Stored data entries
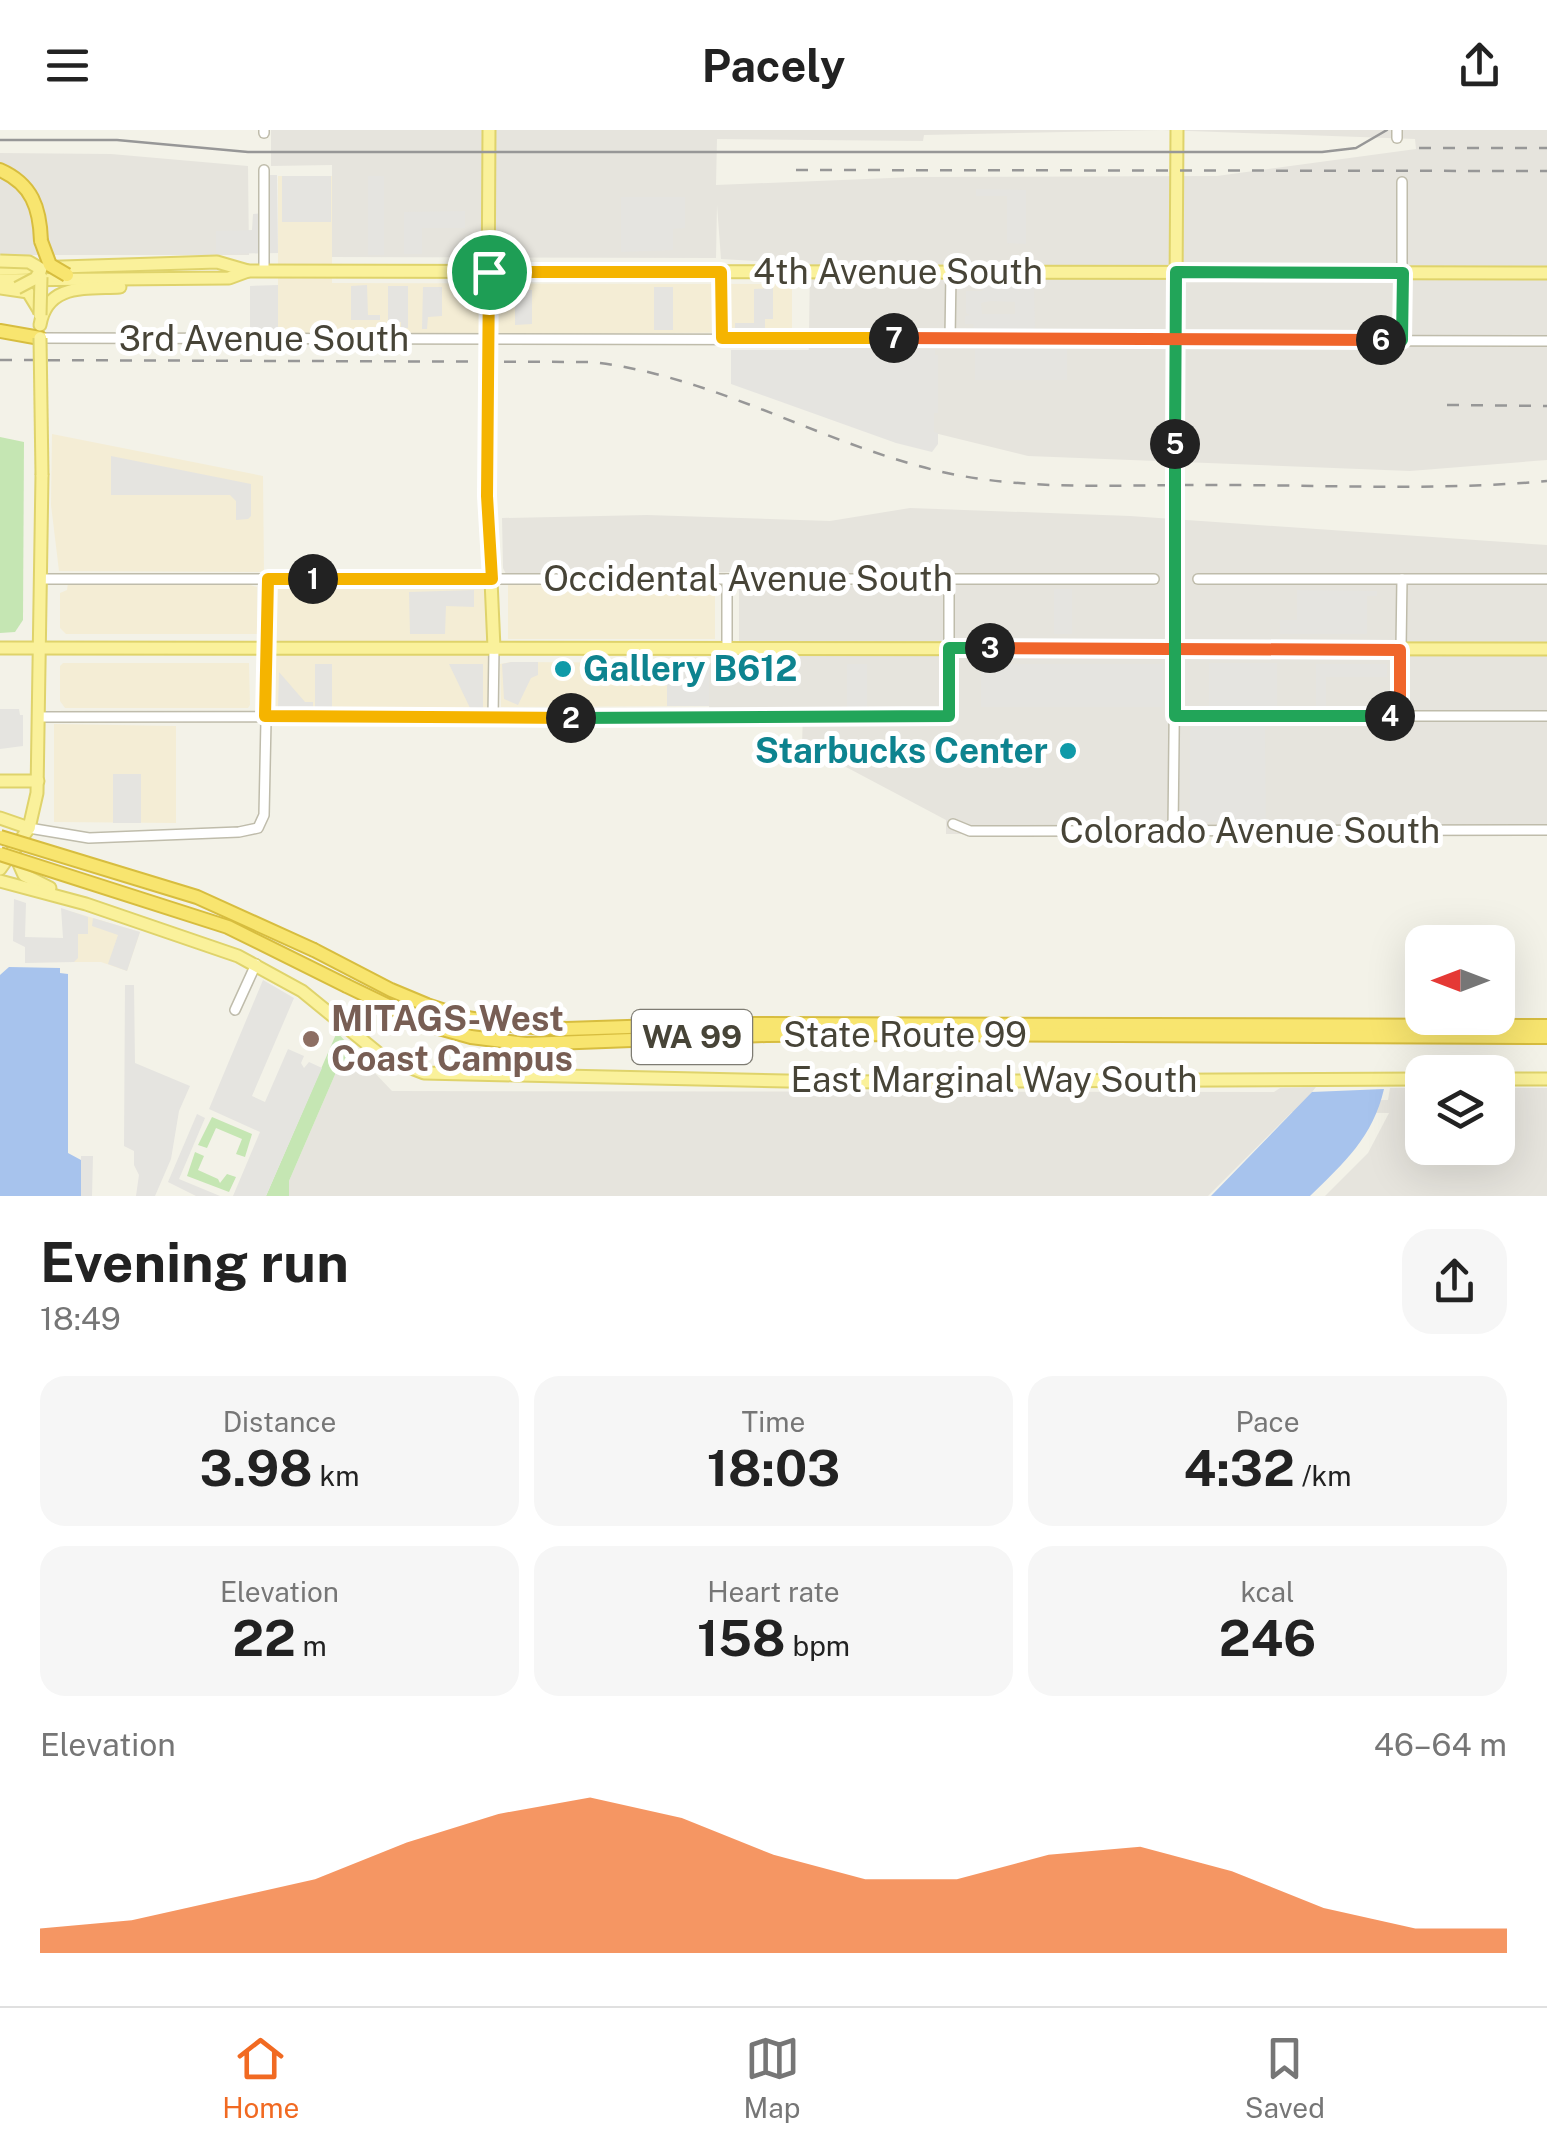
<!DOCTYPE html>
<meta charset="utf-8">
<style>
:root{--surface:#fff;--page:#f6f6f6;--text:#222;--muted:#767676;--line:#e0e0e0;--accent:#f16a22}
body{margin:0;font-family:"Public Sans",sans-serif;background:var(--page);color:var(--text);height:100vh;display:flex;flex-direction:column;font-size:38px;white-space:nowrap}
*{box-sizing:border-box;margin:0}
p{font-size:32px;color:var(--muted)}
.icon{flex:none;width:55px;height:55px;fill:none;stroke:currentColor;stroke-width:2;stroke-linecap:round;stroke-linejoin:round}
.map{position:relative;height:1066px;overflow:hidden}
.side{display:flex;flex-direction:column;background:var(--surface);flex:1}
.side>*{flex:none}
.needle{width:65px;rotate:270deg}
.fabs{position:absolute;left:1405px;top:795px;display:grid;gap:20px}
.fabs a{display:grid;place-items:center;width:110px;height:110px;border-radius:20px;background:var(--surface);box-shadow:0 10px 40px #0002;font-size:50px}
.pin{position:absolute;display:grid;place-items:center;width:85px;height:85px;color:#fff;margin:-42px;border:5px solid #fff;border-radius:50%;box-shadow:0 2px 10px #0007}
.km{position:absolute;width:50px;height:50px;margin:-25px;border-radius:50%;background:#222;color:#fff;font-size:28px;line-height:50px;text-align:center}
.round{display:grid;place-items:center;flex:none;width:105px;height:105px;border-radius:30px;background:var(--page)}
.overview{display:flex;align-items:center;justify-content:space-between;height:170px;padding:0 40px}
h1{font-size:55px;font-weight:700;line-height:75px}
.stats{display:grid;grid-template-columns:repeat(3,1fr);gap:15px;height:170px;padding:10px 40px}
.stats div{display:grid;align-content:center;border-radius:25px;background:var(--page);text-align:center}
.stats b{font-size:50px;font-weight:700}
.stats small{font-size:28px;font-weight:400}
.stats p{font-size:28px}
.chart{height:280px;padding:20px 40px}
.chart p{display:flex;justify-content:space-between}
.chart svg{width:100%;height:180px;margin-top:10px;fill:var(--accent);opacity:.7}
header{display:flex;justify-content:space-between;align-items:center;height:130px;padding:0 40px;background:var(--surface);font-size:45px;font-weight:700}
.dock{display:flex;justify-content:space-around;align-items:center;height:140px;border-top:2px solid var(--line);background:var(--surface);font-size:28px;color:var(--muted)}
.dock a{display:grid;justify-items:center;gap:5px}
.dock .active{color:var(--accent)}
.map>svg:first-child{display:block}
.commercial{fill:#f4edd5}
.industrial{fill:#e6e4dd;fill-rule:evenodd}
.green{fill:#c5e6b3}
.parking{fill:#e5e4e0;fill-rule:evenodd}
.water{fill:#a7c3ed}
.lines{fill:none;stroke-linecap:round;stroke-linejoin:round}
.minor-casing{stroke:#bfbcab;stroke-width:12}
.major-casing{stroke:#dfd36b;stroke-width:15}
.highway-casing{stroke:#d7bd3f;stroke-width:16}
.minor{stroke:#fff;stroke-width:9}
.major{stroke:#faf19b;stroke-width:11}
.highway{stroke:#f8e56f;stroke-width:12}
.tram{stroke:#979797;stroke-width:2.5}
.rail{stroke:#979797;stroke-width:2.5;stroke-dasharray:12 12;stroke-linecap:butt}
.major-bridge-casing{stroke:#dfd36b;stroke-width:15;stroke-linecap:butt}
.highway-bridge-casing{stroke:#d7bd3f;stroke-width:16;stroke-linecap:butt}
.major-bridge{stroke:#faf19b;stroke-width:11}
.highway-bridge{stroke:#f8e56f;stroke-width:12}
.split-1-casing{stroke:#fff;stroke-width:20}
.split-2-casing{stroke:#fff;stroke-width:20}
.split-3-casing{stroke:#fff;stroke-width:20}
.split-4-casing{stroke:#fff;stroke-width:20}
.split-5-casing{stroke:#fff;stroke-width:20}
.split-6-casing{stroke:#fff;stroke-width:20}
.split-7-casing{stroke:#fff;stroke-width:20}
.split-8-casing{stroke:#fff;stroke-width:20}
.split-1{stroke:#f5b400;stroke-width:12}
.split-2{stroke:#f5b400;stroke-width:12}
.split-3{stroke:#22a559;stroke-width:12}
.split-4{stroke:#f0652b;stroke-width:12}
.split-5{stroke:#22a559;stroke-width:12}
.split-6{stroke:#22a559;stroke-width:12}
.split-7{stroke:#f0652b;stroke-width:12}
.split-8{stroke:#f5b400;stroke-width:12}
.culture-dot{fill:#0f9aa8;stroke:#fff;stroke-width:4}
.education-dot{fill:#8d6e63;stroke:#fff;stroke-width:4}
.labels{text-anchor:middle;stroke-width:10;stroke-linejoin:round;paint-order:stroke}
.shield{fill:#fff;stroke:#7e7c73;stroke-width:2.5}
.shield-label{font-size:32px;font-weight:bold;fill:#474437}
.street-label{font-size:35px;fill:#474437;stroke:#fff}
.culture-label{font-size:35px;font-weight:bold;fill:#0d838f;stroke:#fff;text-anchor:start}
.education-label{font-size:35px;font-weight:bold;fill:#785e54;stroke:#fff;text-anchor:start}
</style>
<header><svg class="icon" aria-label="menu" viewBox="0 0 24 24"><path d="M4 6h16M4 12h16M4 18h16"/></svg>Pacely<svg class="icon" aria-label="share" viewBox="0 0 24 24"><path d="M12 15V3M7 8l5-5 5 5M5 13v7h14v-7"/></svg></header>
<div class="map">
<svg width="1547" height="1066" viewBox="0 0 1547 1066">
<rect width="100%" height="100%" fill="#f3f2e8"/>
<g class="commercial">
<path d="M278 46H332V153L792 154V202L278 206Z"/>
<path d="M52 304 263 346 264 442 59 441 51 375Z"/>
<path d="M68 453H244L257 457V504H66L60 498V463L67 460Z"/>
<path d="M508 455 715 456V509H508Z"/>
<path d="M489 456V581L276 582 275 457Z"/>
<path d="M511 532 709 533V576L501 577 500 534Z"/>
<path d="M63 533H249L250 575 248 578H65L60 571V536Z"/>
<path d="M54 594 176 596V693L54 692Z"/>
<path d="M73 782 140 802 127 841 101 832H74Z"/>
</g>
<g class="industrial">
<path d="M271 0H1547V330L1410 341 1028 326 808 272 810 134 721 129 717 75 716 128 332 127V35L271 36ZM1162 0 1415 9 1416 19 1217 46 915 47 716 55 717 9 923 11 924 5Z"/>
<path d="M0 23 111 24 248 36 249 125H0Z"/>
<path d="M910 378 1130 386 1547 415V706L946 704V690L846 637 831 636 802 617 803 580 709 579V533L739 532V442L506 444 503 438 502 388 647 385 830 391Z"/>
<path d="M354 921 392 961 1274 962 1280 958 1316 957 1305 971 1388 970 1390 958H1422V1018H1498V958H1547V1066H1325L1368 1023 1389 983 1292 982 1208 1066H289V1051L337 940Z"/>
</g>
<g class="green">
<path d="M0 307 24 312 23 490 15 502 0 503Z"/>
<path d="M337 902 354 921 337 940 289 1051V1066H266Z"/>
<path d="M212 987 252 1004 245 1027 236 1024 242 1009 216 998 207 1018 198 1015Z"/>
<path d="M195 1022 204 1026 198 1040 218 1049 220 1053 227 1044 236 1047 229 1062 187 1046Z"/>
</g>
<g class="parking">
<path d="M262 45H277L278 123 216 124V101L252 100 253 84 262 83Z"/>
<rect x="282" y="46" width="49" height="46"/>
<rect x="368" y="46" width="16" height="79"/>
<path d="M976 59 1026 60V114L1007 113V66H976Z"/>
<path d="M621 67H685V98L673 99V120L621 122Z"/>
<path d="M465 81V98H422V124H404V82Z"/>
<path d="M278 155V200H250V156Z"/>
<path d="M367 155 368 185H380V190H351V156Z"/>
<path d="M388 156H408V198H401V192H388Z"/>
<path d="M423 157H442V186L428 187 427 199H422Z"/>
<rect x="654" y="157" width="19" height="43"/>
<path d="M984 157H1016L1019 161 1022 158H1034L1035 200H974L973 194H965V186L970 185 966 183V161H982ZM991 171 1015 172V184H982L981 173Z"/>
<path d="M773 158V189H765V199H735V193H754V159Z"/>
<path d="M515 159 532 160V194L515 195Z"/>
<rect x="975" y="219" width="92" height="31"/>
<path d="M731 220H935V225H938V283H934V302L938 303V314L932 322 896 313 731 254Z"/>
<path d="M111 326 251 354V386L248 389 236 390V371L230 365H111Z"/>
<rect x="1054" y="459" width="18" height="45"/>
<path d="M474 460V477L446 476 445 504H410L409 462Z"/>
<path d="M1297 460 1377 461V466H1367V504H1280V490H1297Z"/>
<path d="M511 532H538V545L531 548 518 575 504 569 502 534Z"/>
<path d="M667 532 709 533V576H667Z"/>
<rect x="1209" y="533" width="68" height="44"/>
<rect x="315" y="534" width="17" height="43"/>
<path d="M449 534H483V578H470Z"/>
<rect x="847" y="534" width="20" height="44"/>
<rect x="981" y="534" width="182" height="43"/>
<path d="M1316 534H1387V547H1326V578H1316Z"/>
<path d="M279 542 305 572H313V578H278Z"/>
<path d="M0 579H19L20 585H23V616L0 619Z"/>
<path d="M1194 596H1265L1266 692H1190V600Z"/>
<rect x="113" y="644" width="28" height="49"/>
<path d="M14 769 26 773 25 807 63 808 61 778 88 787V804H78V828L74 832 25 833V817L13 811Z"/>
<path d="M93 788 140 802 127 841 108 834 118 805 92 796Z"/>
<path d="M263 850 294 868 252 966 265 972 288 919 304 926 301 933 304 938 309 932 322 938 266 1066H233L260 1002 209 979Z"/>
<path d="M125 855H134L135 933 190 956 179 981 171 1029 155 1066H136L139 1045 134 1035V1021L124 1016Z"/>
<path d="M197 984 205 988 179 1049 220 1066H196L168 1052Z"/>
<path d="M81 1026H93L92 1066H81Z"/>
</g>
<g class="water">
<path d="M9 837 60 838V843L68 844V1023L81 1030V1066H0V845Z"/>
<path d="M1384 959C1373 1007 1344 1033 1310 1066H1211L1312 962Z"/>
</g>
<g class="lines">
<defs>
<g id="minor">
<path d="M264 0V3"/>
<path d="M1397 8V0"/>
<path d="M264 40V141"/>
<path d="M1402 52V210"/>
<path d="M721 142 722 208"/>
<path d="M38 208 1547 211"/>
<path d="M950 209 951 142"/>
<path d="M42 449H1154"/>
<path d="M727 449V518"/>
<path d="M1198 449H1547"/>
<path d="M1175 586H1547"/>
<path d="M1400 586 1402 449"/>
<path d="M40 587 949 586V449"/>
<path d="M493 587 494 518"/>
<path d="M953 694 970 701 1547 700"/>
<path d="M29 698 89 708 239 702 258 698 264 685 269 449"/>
<path d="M1173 701 1175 518"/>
<path d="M235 880 256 834"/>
</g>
<g id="major">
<path d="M489 0 487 359 494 518"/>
<path d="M0 139 217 132 248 141 1547 143"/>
<path d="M0 150 229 148 248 141"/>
<path d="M0 158 28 162 39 180"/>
<path d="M40 195C47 153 86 159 120 157"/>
<path d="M1175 320 1177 0"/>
<path d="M0 518 1547 519"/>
<path d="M0 651H38"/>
<path d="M0 688 29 698"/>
<path d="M15 725 24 745 50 758"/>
<path d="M0 739 29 698 37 663 42 345"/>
<path d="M0 751 86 774 238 826 302 861 383 927 424 943 834 952 1422 949"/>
<path d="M1498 949H1547"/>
</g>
<g id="highway">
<path d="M0 40C32 54 40 78 41 111"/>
<path d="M0 201 40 208"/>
<path d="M314 820 391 860 427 875 467 888 518 896 566 899 719 894 1547 896"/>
<path d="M347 856 428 895 471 907 526 914 766 905 908 904 1547 907"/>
</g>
</defs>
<use href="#minor" class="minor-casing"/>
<use href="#major" class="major-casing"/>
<use href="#highway" class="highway-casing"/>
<use href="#minor" class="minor"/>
<use href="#major" class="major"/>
<use href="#highway" class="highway"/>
<path class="tram" d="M0 10H117L248 22H1322L1356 18 1387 0"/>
<g class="rail">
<path d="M1419 18H1547"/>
<path d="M796 40 1547 41"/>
<path d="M0 230 593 232C718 247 825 316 947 343 1036 362 1130 354 1220 355 1329 355 1439 361 1547 351"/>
<path d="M1447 275 1547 276"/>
</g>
<defs>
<g id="major-bridge">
<path d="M0 131 29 132 41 139 36 148 17 158"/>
<path d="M40 185 41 147"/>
<path d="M40 208 42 345"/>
<path d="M1175 320V503"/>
</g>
<g id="highway-bridge">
<path d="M41 111 50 135 67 145"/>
<path d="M0 707 197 767 314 820"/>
<path d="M0 724 228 797 347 856"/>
</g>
</defs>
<use href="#major-bridge" class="major-bridge-casing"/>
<use href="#highway-bridge" class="highway-bridge-casing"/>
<use href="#major-bridge" class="major-bridge"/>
<use href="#highway-bridge" class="highway-bridge"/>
</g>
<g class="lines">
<defs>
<path id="split-1" d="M313 449H492L487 366 489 142"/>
<path id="split-2" d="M313 449H268L265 586 571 588"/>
<path id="split-3" d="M571 588 949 586V518H990"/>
<path id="split-4" d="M990 518 1400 520V586H1390"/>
<path id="split-5" d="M1175 314V586H1390"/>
<path id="split-6" d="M1175 314 1176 142 1403 143 1402 210H1381"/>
<path id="split-7" d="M894 208 1381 210"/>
<path id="split-8" d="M489 142H721L722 208H894"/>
</defs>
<use href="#split-1" class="split-1-casing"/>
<use href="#split-2" class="split-2-casing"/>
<use href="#split-3" class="split-3-casing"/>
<use href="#split-4" class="split-4-casing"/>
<use href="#split-5" class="split-5-casing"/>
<use href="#split-6" class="split-6-casing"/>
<use href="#split-7" class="split-7-casing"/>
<use href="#split-8" class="split-8-casing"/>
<use href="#split-1" class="split-1"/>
<use href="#split-2" class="split-2"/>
<use href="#split-3" class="split-3"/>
<use href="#split-4" class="split-4"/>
<use href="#split-5" class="split-5"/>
<use href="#split-6" class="split-6"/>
<use href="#split-7" class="split-7"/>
<use href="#split-8" class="split-8"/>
</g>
<g class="culture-dot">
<circle cx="563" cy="539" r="10"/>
<circle cx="1068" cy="621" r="10"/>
</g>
<circle class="education-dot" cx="311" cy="909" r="10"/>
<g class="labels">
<rect class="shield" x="632" y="880" width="120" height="54" rx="8"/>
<g class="shield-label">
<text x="692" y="918">WA 99</text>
</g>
<g class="street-label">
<text x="898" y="154">4th Avenue South</text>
<text x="264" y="221">3rd Avenue South</text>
<text x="748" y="461">Occidental Avenue South</text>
<text x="1250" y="713">Colorado Avenue South</text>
<text x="905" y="917">State Route 99</text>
<text x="994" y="962">East Marginal Way South</text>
</g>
<g class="culture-label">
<text x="583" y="551">Gallery B612</text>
<text x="1048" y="633" text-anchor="end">Starbucks Center</text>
</g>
<g class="education-label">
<text x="331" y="901">MITAGS-West<tspan x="331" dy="40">Coast Campus</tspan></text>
</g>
</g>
</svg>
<div class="fabs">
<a><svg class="needle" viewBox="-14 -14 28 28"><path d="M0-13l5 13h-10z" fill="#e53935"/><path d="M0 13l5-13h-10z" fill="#767676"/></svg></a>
<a><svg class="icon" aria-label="layers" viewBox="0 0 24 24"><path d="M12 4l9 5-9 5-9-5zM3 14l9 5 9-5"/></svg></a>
</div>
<div class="pin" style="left:489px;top:142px;background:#1e9e55"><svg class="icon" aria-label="arrive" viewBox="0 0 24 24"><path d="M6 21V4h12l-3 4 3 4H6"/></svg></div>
<b class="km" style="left:313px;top:449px">1</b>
<b class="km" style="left:571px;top:588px">2</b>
<b class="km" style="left:990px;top:518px">3</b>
<b class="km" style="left:1390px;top:586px">4</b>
<b class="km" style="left:1175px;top:314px">5</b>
<b class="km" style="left:1381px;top:210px">6</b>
<b class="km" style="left:894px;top:208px">7</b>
</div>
<section class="side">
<div class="overview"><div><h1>Evening run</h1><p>18:49</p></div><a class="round"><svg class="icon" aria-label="share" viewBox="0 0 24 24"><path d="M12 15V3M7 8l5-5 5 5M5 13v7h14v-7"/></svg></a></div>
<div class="stats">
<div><p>Distance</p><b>3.98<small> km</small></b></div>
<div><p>Time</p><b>18:03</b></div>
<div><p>Pace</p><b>4:32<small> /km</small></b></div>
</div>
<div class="stats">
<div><p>Elevation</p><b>22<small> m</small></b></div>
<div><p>Heart rate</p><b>158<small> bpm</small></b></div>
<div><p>kcal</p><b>246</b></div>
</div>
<div class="chart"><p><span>Elevation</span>46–64 m</p>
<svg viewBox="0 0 160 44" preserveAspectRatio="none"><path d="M0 44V38L10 36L20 31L30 26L40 17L50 10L60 6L70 11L80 20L90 26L100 26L110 20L120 18L130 24L140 33L150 38L160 38V44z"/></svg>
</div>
</section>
<nav class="dock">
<a class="active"><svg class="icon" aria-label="home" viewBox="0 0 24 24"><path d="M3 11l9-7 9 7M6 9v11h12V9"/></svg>Home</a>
<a><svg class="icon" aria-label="map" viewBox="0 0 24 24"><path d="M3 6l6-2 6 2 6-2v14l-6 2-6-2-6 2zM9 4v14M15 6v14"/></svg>Map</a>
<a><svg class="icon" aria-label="saved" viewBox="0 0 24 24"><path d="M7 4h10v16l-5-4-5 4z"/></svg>Saved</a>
</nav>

* TASK TO COMPLETE
Would you please filter the lines above and copy every one that includes "evenodd"?

* RESPONSE
.industrial{fill:#e6e4dd;fill-rule:evenodd}
.parking{fill:#e5e4e0;fill-rule:evenodd}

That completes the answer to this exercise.